Overall, 36 percent told Pew the trend was negative. Only 12 percent of men said it was a good thing, and while women were more forgiving, 31 percent still said it was negative.

At 41 percent, white adults were most likely to say it’s bad for society by a healthy margin, with Hispanic adults the next most likely at 28 percent. Negative attitudes toward the trend increased with age as well as income.

There was also a partisan divide: 48 percent of Republicans think it’s bad for society, while 29 percent of Democrats think the same.

However, almost across the board, about half of all demographics in the poll think the trend doesn’t make a difference. The people who told Pew it’s either good or bad for society are only about half of respondents collectively.

Amid the lockdowns and stay-at-home orders of the COVID-19 pandemic, a majority – 52 percent – of 18- to 29-year-olds in the U.S. were living with their parents for the first time since the Great Depression, Pew previously found.

Since then, that figure has come down to about half of young adults, according to Pew, but that’s still well above the 44 percent reported in 2010 or 38 percent in 2000.
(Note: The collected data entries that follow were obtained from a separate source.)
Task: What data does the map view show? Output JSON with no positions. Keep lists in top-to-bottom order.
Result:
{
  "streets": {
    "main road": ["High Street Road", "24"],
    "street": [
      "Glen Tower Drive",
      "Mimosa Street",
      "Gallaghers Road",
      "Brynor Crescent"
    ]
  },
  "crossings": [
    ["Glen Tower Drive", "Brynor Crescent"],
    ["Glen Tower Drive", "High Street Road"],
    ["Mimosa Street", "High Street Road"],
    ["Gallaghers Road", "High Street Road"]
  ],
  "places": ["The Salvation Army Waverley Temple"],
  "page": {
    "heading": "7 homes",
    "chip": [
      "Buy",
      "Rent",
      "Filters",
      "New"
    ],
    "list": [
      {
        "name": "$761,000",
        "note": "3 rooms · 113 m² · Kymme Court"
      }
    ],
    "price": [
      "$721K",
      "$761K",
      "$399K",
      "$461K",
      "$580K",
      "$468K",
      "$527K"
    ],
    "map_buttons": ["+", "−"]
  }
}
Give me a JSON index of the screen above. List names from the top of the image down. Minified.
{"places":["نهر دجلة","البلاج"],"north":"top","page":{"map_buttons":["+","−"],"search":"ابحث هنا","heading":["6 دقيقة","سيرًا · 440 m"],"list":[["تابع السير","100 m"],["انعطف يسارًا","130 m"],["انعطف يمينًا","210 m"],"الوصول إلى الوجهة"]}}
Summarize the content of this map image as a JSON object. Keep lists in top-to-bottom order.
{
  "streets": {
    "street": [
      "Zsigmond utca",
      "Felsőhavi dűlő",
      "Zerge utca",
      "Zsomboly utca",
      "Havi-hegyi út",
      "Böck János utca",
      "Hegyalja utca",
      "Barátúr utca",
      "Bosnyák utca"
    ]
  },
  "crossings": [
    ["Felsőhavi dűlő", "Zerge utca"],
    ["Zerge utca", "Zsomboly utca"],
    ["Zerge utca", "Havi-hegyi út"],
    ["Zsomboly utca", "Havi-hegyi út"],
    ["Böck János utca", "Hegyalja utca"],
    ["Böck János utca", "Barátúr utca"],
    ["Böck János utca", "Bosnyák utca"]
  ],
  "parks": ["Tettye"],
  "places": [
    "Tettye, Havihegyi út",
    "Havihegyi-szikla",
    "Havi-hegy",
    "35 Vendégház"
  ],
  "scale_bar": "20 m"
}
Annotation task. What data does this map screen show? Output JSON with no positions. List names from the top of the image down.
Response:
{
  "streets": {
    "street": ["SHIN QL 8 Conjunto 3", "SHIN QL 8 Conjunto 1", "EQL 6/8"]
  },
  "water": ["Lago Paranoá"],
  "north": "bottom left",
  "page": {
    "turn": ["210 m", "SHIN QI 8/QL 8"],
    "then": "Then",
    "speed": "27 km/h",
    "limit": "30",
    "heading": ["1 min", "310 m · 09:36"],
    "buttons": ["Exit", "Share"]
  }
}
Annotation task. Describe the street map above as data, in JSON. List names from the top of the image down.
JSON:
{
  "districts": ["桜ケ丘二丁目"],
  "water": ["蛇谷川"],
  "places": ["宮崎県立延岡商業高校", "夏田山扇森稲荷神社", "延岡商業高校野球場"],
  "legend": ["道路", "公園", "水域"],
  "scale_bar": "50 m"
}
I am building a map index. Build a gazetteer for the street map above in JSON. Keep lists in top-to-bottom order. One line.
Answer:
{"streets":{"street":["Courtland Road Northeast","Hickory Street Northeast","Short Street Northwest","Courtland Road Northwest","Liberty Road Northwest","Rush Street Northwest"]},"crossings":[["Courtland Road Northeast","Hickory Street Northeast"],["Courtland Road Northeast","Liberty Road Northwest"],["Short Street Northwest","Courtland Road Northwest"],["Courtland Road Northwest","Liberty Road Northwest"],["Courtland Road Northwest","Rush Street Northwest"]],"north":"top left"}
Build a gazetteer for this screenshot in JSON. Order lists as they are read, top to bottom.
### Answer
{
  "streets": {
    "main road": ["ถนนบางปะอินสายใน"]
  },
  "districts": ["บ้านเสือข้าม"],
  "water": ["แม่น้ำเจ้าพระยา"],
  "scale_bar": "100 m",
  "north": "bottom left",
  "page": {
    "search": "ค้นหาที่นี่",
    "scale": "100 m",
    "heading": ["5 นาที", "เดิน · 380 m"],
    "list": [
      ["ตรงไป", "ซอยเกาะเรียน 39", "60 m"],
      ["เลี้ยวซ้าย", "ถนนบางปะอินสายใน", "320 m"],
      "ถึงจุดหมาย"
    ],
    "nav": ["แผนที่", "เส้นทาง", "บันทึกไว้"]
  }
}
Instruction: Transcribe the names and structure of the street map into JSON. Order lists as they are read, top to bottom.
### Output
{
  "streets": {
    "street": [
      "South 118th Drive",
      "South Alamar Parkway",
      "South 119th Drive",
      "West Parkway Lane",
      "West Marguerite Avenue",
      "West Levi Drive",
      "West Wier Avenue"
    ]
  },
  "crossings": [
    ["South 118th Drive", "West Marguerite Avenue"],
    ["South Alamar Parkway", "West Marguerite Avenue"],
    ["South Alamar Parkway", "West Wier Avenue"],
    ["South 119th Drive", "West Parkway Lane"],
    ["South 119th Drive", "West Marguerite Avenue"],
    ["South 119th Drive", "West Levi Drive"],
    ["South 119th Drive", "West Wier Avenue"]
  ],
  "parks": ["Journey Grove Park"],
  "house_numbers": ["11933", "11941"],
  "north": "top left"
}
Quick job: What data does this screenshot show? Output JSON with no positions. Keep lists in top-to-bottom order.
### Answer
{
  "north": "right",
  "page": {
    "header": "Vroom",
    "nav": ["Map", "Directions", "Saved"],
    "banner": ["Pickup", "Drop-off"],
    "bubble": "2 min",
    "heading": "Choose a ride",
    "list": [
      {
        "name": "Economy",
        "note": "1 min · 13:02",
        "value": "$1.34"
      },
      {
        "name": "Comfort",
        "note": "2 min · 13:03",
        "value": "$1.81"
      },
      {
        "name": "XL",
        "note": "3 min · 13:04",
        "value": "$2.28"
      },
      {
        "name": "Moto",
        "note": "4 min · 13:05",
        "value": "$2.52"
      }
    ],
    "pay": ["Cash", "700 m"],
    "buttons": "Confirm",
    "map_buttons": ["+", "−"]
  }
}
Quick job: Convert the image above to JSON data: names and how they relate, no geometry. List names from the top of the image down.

Sixty-two percent of adult children living at home don’t help with household expenses at all, according to a Savings.com survey, and 10 percent of them even receive an allowance, according to a Nerdwallet survey.

“Living at home, saving money, paying back college debt, that sounds okay to me,” Jim Kinney, a certified financial planner in New Jersey, told The Hill. “But what I’ve been seeing recently is more of this failure-to-launch thing. The kid’s living at home because he doesn’t want to go out and get a job.”